Top of Data listing
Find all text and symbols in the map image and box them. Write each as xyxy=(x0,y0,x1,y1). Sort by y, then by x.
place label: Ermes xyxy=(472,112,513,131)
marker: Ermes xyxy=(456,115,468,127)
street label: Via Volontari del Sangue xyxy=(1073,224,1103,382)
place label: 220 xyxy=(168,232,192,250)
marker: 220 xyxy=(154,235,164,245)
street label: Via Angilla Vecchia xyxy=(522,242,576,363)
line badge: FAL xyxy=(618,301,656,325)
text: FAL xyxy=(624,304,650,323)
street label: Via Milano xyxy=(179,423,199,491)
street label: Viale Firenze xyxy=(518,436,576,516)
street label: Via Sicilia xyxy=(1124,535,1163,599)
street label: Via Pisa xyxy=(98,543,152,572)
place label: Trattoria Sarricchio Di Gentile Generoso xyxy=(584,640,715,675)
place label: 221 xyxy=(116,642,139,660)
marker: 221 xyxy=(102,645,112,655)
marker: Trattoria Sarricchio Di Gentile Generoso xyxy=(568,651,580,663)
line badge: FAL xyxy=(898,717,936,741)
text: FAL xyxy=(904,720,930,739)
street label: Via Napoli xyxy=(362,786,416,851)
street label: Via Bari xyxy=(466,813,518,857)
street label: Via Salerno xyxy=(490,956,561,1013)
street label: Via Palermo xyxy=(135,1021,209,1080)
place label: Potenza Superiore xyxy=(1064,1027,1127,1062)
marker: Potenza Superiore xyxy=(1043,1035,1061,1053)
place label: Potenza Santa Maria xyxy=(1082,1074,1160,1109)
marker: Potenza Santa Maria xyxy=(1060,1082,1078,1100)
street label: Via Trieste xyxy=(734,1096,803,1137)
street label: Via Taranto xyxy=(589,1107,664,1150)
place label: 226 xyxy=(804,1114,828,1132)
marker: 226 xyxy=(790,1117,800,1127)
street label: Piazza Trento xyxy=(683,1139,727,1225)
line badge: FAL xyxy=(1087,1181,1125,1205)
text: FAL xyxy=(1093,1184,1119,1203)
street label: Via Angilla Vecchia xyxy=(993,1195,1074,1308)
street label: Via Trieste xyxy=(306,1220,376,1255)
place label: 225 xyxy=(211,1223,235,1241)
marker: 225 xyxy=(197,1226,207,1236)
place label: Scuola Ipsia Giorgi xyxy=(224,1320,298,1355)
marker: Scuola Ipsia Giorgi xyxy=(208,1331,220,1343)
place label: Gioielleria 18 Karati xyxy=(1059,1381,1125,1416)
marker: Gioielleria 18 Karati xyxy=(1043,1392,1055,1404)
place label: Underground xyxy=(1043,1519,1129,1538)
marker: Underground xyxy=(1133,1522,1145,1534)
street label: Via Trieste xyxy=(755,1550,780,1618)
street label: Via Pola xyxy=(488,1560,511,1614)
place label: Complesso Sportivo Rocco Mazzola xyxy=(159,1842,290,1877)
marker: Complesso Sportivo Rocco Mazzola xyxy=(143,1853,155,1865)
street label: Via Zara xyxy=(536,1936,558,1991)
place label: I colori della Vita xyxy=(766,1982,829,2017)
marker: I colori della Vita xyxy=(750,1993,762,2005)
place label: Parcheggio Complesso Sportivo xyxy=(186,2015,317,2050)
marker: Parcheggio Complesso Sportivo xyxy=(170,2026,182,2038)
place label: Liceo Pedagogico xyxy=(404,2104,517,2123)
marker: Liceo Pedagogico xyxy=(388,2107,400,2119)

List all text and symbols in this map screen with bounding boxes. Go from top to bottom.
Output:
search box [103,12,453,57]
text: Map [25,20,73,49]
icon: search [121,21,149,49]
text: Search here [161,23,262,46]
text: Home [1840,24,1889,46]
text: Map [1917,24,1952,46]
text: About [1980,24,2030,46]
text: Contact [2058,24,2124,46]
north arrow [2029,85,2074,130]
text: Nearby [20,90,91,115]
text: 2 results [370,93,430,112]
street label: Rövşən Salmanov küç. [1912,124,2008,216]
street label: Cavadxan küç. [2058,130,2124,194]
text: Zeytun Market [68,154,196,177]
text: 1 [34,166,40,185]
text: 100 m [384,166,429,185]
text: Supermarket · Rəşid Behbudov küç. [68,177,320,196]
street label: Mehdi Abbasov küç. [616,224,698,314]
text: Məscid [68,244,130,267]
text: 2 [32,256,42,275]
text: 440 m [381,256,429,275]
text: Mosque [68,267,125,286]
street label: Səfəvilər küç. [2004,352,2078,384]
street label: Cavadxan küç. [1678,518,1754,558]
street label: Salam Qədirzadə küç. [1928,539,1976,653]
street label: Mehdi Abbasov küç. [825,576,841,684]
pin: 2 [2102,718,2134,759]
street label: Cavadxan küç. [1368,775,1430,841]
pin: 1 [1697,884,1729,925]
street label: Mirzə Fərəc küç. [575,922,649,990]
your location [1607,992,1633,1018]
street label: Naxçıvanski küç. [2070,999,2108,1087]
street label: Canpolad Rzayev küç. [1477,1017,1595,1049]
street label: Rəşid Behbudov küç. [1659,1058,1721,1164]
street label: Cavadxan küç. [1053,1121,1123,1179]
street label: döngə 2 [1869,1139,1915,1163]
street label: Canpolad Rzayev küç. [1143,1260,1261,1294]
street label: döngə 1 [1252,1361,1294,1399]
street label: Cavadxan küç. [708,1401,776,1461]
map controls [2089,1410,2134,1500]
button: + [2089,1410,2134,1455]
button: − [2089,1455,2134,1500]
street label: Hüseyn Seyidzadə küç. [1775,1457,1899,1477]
Bottom of Data listing
*Your task*: Nothing but the lines from the one holding "List all text" through the end of the listing above should appear, each exactly as given.

*Reply to the exercise*:
List all text and symbols in this map screen with bounding boxes. Go from top to bottom.
Output:
search box [103,12,453,57]
text: Map [25,20,73,49]
icon: search [121,21,149,49]
text: Search here [161,23,262,46]
text: Home [1840,24,1889,46]
text: Map [1917,24,1952,46]
text: About [1980,24,2030,46]
text: Contact [2058,24,2124,46]
north arrow [2029,85,2074,130]
text: Nearby [20,90,91,115]
text: 2 results [370,93,430,112]
street label: Rövşən Salmanov küç. [1912,124,2008,216]
street label: Cavadxan küç. [2058,130,2124,194]
text: Zeytun Market [68,154,196,177]
text: 1 [34,166,40,185]
text: 100 m [384,166,429,185]
text: Supermarket · Rəşid Behbudov küç. [68,177,320,196]
street label: Mehdi Abbasov küç. [616,224,698,314]
text: Məscid [68,244,130,267]
text: 2 [32,256,42,275]
text: 440 m [381,256,429,275]
text: Mosque [68,267,125,286]
street label: Səfəvilər küç. [2004,352,2078,384]
street label: Cavadxan küç. [1678,518,1754,558]
street label: Salam Qədirzadə küç. [1928,539,1976,653]
street label: Mehdi Abbasov küç. [825,576,841,684]
pin: 2 [2102,718,2134,759]
street label: Cavadxan küç. [1368,775,1430,841]
pin: 1 [1697,884,1729,925]
street label: Mirzə Fərəc küç. [575,922,649,990]
your location [1607,992,1633,1018]
street label: Naxçıvanski küç. [2070,999,2108,1087]
street label: Canpolad Rzayev küç. [1477,1017,1595,1049]
street label: Rəşid Behbudov küç. [1659,1058,1721,1164]
street label: Cavadxan küç. [1053,1121,1123,1179]
street label: döngə 2 [1869,1139,1915,1163]
street label: Canpolad Rzayev küç. [1143,1260,1261,1294]
street label: döngə 1 [1252,1361,1294,1399]
street label: Cavadxan küç. [708,1401,776,1461]
map controls [2089,1410,2134,1500]
button: + [2089,1410,2134,1455]
button: − [2089,1455,2134,1500]
street label: Hüseyn Seyidzadə küç. [1775,1457,1899,1477]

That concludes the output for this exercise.